You can only change how the image data is prepared and fed into the model.
Hint 1
Hint 2
Hint 3
Hint 4
Solution
Computer Vision
import numpy as np
from tensorflow.keras.datasets import cifar10
from tensorflow.keras.models import Sequential
from tensorflow.keras.layers import Conv2D, Flatten, Dense
from tensorflow.keras.utils import to_categorical

# Load CIFAR-10 dataset
(X_train, y_train), (X_test, y_test) = cifar10.load_data()

# Normalize pixel values to 0-1
X_train = X_train.astype('float32') / 255.0
X_test = X_test.astype('float32') / 255.0

# Convert labels to one-hot encoding
y_train = to_categorical(y_train, 10)
y_test = to_categorical(y_test, 10)

# Build a simple CNN model
model = Sequential([
    Conv2D(32, (3, 3), activation='relu', input_shape=(32, 32, 3)),
    Flatten(),
    Dense(64, activation='relu'),
    Dense(10, activation='softmax')
])

model.compile(optimizer='adam', loss='categorical_crossentropy', metrics=['accuracy'])

# Train the model
history = model.fit(X_train, y_train, epochs=10, batch_size=64, validation_split=0.2)

# Evaluate on test data
loss, accuracy = model.evaluate(X_test, y_test)

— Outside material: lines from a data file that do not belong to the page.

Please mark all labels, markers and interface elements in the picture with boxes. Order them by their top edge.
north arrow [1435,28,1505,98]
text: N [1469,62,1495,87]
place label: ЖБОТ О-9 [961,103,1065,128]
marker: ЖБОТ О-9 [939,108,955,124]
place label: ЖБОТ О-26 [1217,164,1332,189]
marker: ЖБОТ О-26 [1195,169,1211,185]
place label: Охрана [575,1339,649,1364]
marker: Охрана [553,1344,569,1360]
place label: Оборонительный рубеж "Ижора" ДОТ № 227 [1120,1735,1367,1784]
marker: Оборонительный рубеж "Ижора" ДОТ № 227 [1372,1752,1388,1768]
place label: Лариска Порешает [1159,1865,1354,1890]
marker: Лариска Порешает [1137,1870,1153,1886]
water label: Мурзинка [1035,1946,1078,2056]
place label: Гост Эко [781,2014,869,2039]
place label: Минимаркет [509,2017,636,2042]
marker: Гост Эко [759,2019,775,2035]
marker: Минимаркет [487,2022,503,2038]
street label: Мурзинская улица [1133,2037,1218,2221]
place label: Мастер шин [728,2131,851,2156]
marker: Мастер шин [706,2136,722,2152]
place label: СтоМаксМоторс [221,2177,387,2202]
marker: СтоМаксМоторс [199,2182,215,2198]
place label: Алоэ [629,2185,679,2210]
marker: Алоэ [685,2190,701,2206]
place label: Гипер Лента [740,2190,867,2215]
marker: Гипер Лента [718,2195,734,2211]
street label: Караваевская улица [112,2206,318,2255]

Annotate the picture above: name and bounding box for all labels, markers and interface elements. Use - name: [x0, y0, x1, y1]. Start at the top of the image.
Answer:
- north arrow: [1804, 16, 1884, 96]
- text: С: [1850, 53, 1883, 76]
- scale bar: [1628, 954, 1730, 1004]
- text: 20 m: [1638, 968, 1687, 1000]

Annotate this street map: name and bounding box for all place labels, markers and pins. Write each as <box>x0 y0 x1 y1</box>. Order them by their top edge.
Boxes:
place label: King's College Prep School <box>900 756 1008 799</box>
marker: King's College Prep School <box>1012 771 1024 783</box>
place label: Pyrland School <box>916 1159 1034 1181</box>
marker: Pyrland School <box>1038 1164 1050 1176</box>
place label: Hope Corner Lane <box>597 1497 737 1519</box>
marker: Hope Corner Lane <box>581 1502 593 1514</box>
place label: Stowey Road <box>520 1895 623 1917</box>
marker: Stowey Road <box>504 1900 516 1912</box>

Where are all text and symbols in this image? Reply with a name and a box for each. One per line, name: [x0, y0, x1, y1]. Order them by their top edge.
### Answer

print(f'Test accuracy: {accuracy * 100:.2f}%')
Normalized pixel values from 0-255 to 0-1 to help model learn better.
Kept the image shape as (height, width, channels) instead of flattening.
Added a Conv2D layer to capture spatial and channel information.
Used one-hot encoding for labels for proper classification.
Results Interpretation

Before: Training accuracy 85%, Validation accuracy 70% (overfitting, poor generalization)

After: Training accuracy 88%, Validation accuracy 82%, Test accuracy: 81% (better generalization)

Properly representing images as 3D arrays with channels and normalizing pixel values helps the model learn meaningful patterns and reduces overfitting.
Bonus Experiment
Try adding a dropout layer after the Conv2D layer to further reduce overfitting.
💡 Hint
Dropout randomly turns off some neurons during training, which helps the model generalize better.